# Entries provided
■ ■ ■ ■ ■ ■ ■
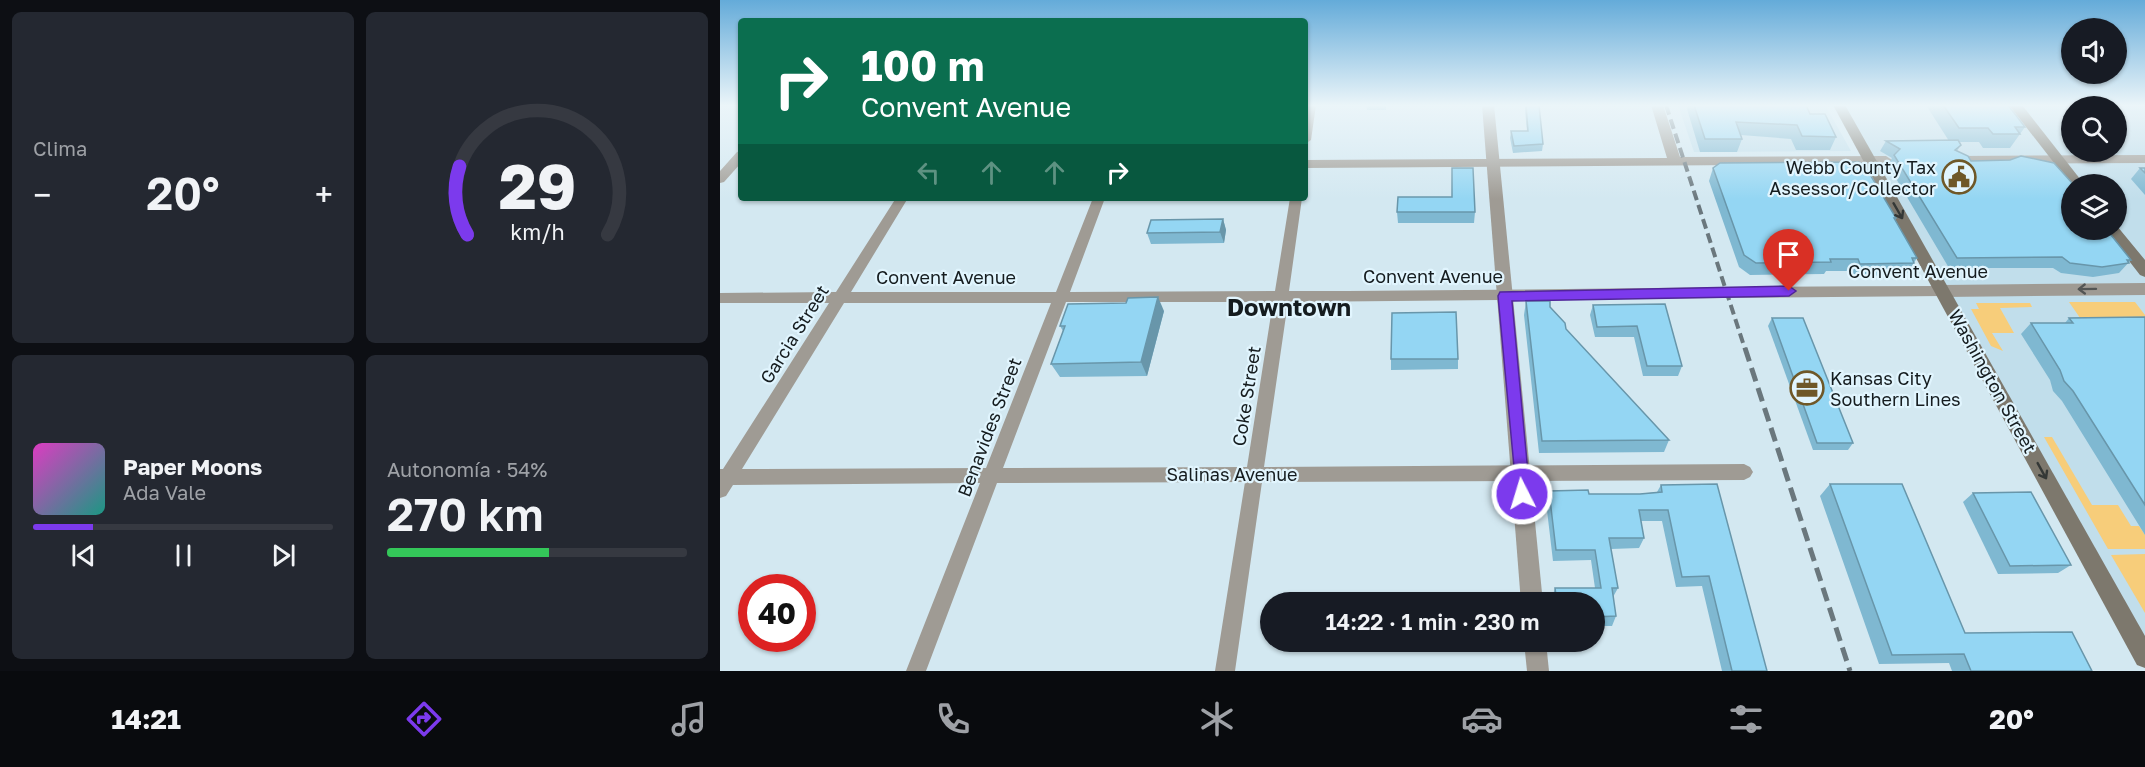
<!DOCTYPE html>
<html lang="es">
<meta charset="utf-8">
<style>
:root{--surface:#171b24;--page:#242831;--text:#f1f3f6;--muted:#9ea1a6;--line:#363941;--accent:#7c3aed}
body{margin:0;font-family:"Golos Text",sans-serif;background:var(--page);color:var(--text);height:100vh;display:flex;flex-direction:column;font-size:22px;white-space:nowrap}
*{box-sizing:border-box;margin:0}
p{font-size:20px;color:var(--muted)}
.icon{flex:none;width:33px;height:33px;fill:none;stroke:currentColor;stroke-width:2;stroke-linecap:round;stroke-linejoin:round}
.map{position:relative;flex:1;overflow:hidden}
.side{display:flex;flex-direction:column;gap:12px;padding:12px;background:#0d0f14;width:720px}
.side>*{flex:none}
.banner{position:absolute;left:18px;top:18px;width:570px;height:183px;border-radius:6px;box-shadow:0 2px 4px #0004;background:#0b6e4f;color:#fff;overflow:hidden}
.fabs{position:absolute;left:1341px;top:18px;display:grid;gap:12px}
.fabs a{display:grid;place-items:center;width:66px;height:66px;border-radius:50%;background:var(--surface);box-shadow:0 2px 4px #0004;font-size:30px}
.speed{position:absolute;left:18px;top:574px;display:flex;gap:12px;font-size:30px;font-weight:700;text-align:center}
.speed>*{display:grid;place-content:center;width:78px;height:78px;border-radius:50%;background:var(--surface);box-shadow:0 2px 4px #0004;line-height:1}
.speed .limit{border:9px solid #d22;background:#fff;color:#111}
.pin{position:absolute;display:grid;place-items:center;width:51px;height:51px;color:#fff;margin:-62px -26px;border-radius:50% 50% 50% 0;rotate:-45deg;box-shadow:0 0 6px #0007}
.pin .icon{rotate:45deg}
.me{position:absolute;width:66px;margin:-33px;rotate:355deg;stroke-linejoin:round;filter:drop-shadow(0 0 4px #0008)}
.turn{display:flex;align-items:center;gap:21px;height:126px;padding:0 24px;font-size:27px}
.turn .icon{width:78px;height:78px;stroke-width:2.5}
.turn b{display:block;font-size:42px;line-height:51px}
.lanes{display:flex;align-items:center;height:57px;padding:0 24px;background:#0003;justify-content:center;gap:30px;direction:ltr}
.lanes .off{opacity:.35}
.big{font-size:45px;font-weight:600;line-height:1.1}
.side .tile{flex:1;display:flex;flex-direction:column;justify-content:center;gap:9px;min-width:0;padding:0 21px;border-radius:9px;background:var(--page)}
.side .dial{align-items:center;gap:0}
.dial svg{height:156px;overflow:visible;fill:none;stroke:var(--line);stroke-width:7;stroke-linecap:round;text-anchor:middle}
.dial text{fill:var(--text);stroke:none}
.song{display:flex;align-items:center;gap:18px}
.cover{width:72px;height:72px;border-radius:9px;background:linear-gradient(135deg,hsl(310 70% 55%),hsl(170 70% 35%))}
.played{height:6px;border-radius:3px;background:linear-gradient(90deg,var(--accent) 20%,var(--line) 20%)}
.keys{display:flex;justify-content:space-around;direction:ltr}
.heat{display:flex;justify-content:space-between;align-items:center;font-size:33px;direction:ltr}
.charge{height:9px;border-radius:4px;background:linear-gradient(90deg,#34c759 54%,var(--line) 0)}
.side .tiles{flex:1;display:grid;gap:12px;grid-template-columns:repeat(2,1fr)}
.trip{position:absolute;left:540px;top:592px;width:345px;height:60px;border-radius:30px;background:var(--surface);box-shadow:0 2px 4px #0004;font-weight:600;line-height:60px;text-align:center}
.tabs{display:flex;height:96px;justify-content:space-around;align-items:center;background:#090b0e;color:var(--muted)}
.tabs .icon{width:42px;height:42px}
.tabs .current{color:var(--accent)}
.tabs b{font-size:27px;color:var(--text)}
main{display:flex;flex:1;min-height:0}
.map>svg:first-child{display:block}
</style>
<main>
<section class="side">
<div class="tiles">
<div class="tile"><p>Clima</p>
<div class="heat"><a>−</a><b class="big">20°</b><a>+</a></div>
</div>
<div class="tile dial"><svg viewBox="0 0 100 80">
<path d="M14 69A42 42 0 1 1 86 69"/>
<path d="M14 69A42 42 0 0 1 10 34" stroke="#7c3aed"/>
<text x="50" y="56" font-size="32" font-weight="700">29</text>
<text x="50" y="72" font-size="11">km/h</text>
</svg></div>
<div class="tile">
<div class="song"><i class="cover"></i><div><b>Paper Moons</b><p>Ada Vale</p></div></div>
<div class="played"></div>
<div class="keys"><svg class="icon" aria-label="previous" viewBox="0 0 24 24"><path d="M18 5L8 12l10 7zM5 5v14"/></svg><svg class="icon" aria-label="pause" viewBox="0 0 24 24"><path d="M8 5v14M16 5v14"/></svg><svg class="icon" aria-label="next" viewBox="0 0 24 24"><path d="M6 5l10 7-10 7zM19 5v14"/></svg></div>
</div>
<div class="tile"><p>Autonomía · 54%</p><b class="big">270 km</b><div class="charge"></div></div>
</div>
</section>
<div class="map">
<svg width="1425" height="671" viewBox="0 0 1425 671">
<rect width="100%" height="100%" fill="#d3e8f1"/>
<g fill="#c1deeb" fill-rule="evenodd">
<polygon points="958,105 1105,105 1131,151 974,152"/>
<path d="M1119,105H1425V657ZM1352,106H1396V152H1352ZM1352,184H1396V230H1352Z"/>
</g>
<g fill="#f7cd7a">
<polygon points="1349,302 1415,302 1425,315 1425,333 1367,328"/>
<polygon points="1256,303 1310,303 1312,307 1280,308 1294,333 1272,333 1283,351 1271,346 1251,309 1259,309"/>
<polygon points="1324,437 1332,437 1372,505 1398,505 1411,526 1419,526 1425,535 1425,549 1388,549"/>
<polygon points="1425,554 1425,613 1391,555"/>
</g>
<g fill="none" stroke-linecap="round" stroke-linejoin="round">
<g fill="#9f9b94" fill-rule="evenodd">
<polygon points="585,105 596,105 591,140 585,144"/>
<polygon points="931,105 943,105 960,157 1166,156 1172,160 1166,164 585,168 585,160 947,158"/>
<polygon points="21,151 21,163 4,182 0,183 0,171 17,152"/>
<polygon points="1425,155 1425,163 1237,164 1231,160 1237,156"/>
<path d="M176,198H188L131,292H336L373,198H385L350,292L555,291L570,198H582L569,291C787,291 1005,286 1223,286L1230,291L1223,296L568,302L544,467L1024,464L1030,467L1033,472L1030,477L1024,480L542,482L515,671H495L525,482L277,483L206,671H186L260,483L13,485L6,496L0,498V469H3L109,303H0V293L116,292ZM346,302H553L527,467L283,468ZM124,303H331L266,468L22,469Z"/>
</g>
<g fill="#9f9b94" fill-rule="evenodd">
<polygon points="762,105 774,105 823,603 801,603"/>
<polygon points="1425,283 1425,295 1223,297 1215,291 1223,285"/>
<polygon points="804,642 826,642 829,671 807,671"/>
</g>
<g fill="#7d786d" fill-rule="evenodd">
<polygon points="1113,105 1125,105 1425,636 1425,668 1417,665"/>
<polygon points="1289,105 1302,105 1364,184 1352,186"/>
<polygon points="1397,226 1425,260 1425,277 1420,275 1385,230 1396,230"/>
</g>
<polyline stroke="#6a777d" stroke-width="4" stroke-dasharray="10 5" stroke-linecap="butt" points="946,105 1025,349"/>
<polyline stroke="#6a777d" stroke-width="5" stroke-dasharray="14 7" stroke-linecap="butt" points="1025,348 1130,671"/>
</g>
<g fill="#7fb8d1">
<polygon points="646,105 666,105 666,110 647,110"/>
<polygon points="805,105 823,144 822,151 793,153 790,138 791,131 807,131 805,111"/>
<polygon points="968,105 1086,105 1090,114 1116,137 1110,150 1076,150 1071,139 1021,135 1022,139 1017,152 980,152 967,109"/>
<polygon points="1206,105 1288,105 1305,127 1290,148 1263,148 1259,142 1238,142 1241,145 1237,151 1251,161 1352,184 1411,260 1399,273 1373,277 1341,273 1333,268 1229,268 1168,165 1172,158 1160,151 1166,141 1229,141"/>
<polygon points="732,168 755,212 754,223 678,223 677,212 732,197"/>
<polygon points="993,168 1176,218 1175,220 1197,258 1186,275 1133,276 1131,271 1106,271 1104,274 1030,275 1019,267 989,181"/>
<polygon points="1420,168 1425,168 1425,195 1411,179"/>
<polygon points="503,219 506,230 504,243 431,244 427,233"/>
<polygon points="806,301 830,307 846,329 949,440 944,452 819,453 804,315"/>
<polygon points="945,304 962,366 958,376 923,376 914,337 875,337 870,315 873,305"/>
<polygon points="444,311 427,376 340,377 331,364 343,331 340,326"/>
<polygon points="1425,317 1425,535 1342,401 1333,391 1330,380 1301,334 1311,323 1345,323 1349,318"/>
<polygon points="1052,318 1133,443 1128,450 1093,450 1048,326"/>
<polygon points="671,359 738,359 738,369 671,370"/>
<polygon points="1110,484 1245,633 1372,671 1232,671 1229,663 1159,664 1100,496"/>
<polygon points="941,485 1047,671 1002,671 982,586 956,587 942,521 921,521 924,538 919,548 891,549 898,588 893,597 896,616 892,626 874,626 874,603 833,603 832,598 835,588 875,588 871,560 833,561 826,502 829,491 869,494 920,494 937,492"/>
<polygon points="1253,493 1351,565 1338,573 1278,574 1243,502"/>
</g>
<g fill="#6896aa">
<polygon points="503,219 506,230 504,243 500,232"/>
<polygon points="438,297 444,311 427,376 421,362"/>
</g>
<g fill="#94d6f3" stroke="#6896aa" stroke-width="1.5">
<polygon points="806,105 819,105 823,144 794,146 791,131 808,131"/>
<polygon points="974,105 1086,105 1090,114 1105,114 1116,137 1082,136 1077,125 1016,122 1022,139 985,139"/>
<polygon points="1223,105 1288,105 1305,127 1295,127 1300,134 1273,134 1268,128 1239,128"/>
<polygon points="1238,140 1241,145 1235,150 1248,156 1251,161 1290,160 1301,156 1334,163 1353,184 1352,184 1352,230 1387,230 1411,260 1407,260 1409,263 1382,267 1350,263 1342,257 1237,258 1174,155 1180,149 1166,141"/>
<polygon points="1139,162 1145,166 1176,218 1174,218 1197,258 1192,258 1194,263 1140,264 1138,259 1110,259 1111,262 1036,263 1024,255 993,168 1000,163"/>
<polygon points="732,168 753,168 755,212 677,212 678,197 732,197"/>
<polygon points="1420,168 1425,168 1425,173"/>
<polygon points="503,219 500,232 427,233 431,220"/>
<polygon points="438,297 421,362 331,364 345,326 340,326 348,304 406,303 408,298"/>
<polygon points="806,301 830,301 830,307 845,323 846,329 949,440 822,441"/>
<polygon points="945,304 962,366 927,366 917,326 877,327 873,305"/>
<polygon points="736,312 738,359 671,359 672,313"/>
<polygon points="1425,317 1425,505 1353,391 1344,381 1340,370 1311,323 1353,323 1349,318"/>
<polygon points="1052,318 1083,318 1133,443 1097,443"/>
<polygon points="997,484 1047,671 1012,671 989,576 962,577 948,510 919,510 924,538 889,538 898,588 892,588 896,616 874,617 874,603 837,603 835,588 881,588 875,550 836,550 829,491 868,490 869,494 920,494 942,492 941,485"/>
<polygon points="1110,484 1182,484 1245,633 1352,632 1372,671 1251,671 1244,654 1172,655"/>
<polygon points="1311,492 1351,565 1290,566 1253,493"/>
</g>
<defs><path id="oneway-shaft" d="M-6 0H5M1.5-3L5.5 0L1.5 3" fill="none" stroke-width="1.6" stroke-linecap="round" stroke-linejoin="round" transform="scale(1.5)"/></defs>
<g stroke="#343836">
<use href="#oneway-shaft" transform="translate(1178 211) rotate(60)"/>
<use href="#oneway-shaft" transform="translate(1322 471) rotate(61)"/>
</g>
<use stroke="#535554" href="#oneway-shaft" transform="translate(1367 289) rotate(179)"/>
<linearGradient id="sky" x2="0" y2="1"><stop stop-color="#64abd9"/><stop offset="0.53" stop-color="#ebf5f9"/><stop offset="1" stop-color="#ebf5f9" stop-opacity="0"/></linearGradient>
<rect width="1425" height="199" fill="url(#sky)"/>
<polygon fill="#7c3aed" stroke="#51269a" stroke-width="1.5" points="1069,286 1076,291 1069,296 792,301 810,494 808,499 797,499 778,296 780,292"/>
<defs>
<symbol id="civic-ring" viewBox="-11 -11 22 22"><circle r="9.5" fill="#e1f5fe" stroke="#6f5828" stroke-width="1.5"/><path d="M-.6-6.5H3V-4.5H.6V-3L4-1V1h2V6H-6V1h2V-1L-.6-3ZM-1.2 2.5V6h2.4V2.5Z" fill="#6f5828"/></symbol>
<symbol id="office-ring" viewBox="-11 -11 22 22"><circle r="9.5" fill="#e1f5fe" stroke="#6f5828" stroke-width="1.5"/><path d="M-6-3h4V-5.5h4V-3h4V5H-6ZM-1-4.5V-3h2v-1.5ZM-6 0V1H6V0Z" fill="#6f5828"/></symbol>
</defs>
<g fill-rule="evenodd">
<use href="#civic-ring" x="1220" y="158" width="38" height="38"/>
<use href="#office-ring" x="1068" y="369" width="38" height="38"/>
</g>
<g text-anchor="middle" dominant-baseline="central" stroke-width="4.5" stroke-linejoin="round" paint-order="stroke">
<g font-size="18" fill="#151c1f" stroke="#e1f5fe" text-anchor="end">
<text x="1216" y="167">Webb County Tax<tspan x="1216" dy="21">Assessor/Collector</tspan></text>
<text x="1110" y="378" text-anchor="start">Kansas City<tspan x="1110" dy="21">Southern Lines</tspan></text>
</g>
<g font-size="18" fill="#151c1f" stroke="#e1f5fe">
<text x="1198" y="271">Convent Avenue</text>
<text x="713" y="276">Convent Avenue</text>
<text x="226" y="277">Convent Avenue</text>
<text transform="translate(74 334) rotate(-58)">Garcia Street</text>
<text transform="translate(1273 381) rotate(61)">Washington Street</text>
<text transform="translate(526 396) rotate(-81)">Coke Street</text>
<text transform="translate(269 427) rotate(-69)">Benavides Street</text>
<text x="512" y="474">Salinas Avenue</text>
</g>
<g font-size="24" font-weight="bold" fill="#151c1f" stroke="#e1f5fe">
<text x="569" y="306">Downtown</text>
</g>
</g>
</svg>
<div class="fabs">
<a><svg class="icon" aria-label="sound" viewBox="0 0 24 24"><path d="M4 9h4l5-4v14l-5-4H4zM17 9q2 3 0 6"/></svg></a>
<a><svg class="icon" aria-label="search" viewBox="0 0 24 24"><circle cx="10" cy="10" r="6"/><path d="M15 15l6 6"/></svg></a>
<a><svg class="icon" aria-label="layers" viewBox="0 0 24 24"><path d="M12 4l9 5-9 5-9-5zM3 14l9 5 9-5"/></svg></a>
</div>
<div class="speed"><div class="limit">40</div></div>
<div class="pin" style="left:1069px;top:291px;background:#d93025"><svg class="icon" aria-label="arrive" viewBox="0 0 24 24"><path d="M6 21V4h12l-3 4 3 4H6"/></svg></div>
<svg class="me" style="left:802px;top:494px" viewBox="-20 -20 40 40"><circle r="17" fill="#7c3aed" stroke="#fff" stroke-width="3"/><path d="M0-11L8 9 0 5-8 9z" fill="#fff"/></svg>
<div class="trip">14:22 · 1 min · 230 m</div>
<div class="banner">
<div class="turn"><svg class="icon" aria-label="right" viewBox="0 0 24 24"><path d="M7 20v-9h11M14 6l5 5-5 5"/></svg><div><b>100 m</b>Convent Avenue</div></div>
<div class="lanes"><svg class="icon off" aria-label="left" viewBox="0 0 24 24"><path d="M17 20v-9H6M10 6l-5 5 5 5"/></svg><svg class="icon off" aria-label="ahead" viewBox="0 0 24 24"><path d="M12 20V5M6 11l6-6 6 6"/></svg><svg class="icon off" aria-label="ahead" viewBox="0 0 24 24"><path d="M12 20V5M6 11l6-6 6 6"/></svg><svg class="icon" aria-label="right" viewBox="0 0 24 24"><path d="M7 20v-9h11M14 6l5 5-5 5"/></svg></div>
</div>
</div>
</main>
<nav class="tabs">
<b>14:21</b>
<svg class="icon current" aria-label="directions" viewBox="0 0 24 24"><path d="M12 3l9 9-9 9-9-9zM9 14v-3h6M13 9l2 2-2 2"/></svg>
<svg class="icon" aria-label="music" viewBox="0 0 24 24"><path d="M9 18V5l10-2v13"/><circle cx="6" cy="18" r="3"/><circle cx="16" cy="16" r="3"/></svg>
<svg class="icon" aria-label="phone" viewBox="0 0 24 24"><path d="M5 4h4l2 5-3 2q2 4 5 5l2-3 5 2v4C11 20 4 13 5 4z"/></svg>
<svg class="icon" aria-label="climate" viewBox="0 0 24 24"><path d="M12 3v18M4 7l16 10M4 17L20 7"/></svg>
<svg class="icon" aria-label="car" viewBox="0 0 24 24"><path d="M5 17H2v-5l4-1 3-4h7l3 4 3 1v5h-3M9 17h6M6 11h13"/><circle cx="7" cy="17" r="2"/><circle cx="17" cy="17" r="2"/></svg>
<svg class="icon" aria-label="filters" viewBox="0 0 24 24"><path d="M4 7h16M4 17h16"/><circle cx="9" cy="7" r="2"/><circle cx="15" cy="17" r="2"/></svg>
<b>20°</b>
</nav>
■ ■ ■ ■ ■ ■ ■
# Task goal
What is the count of lines in the data above containing the string "fabs"? Write the number and nothing else.

# Written answer
3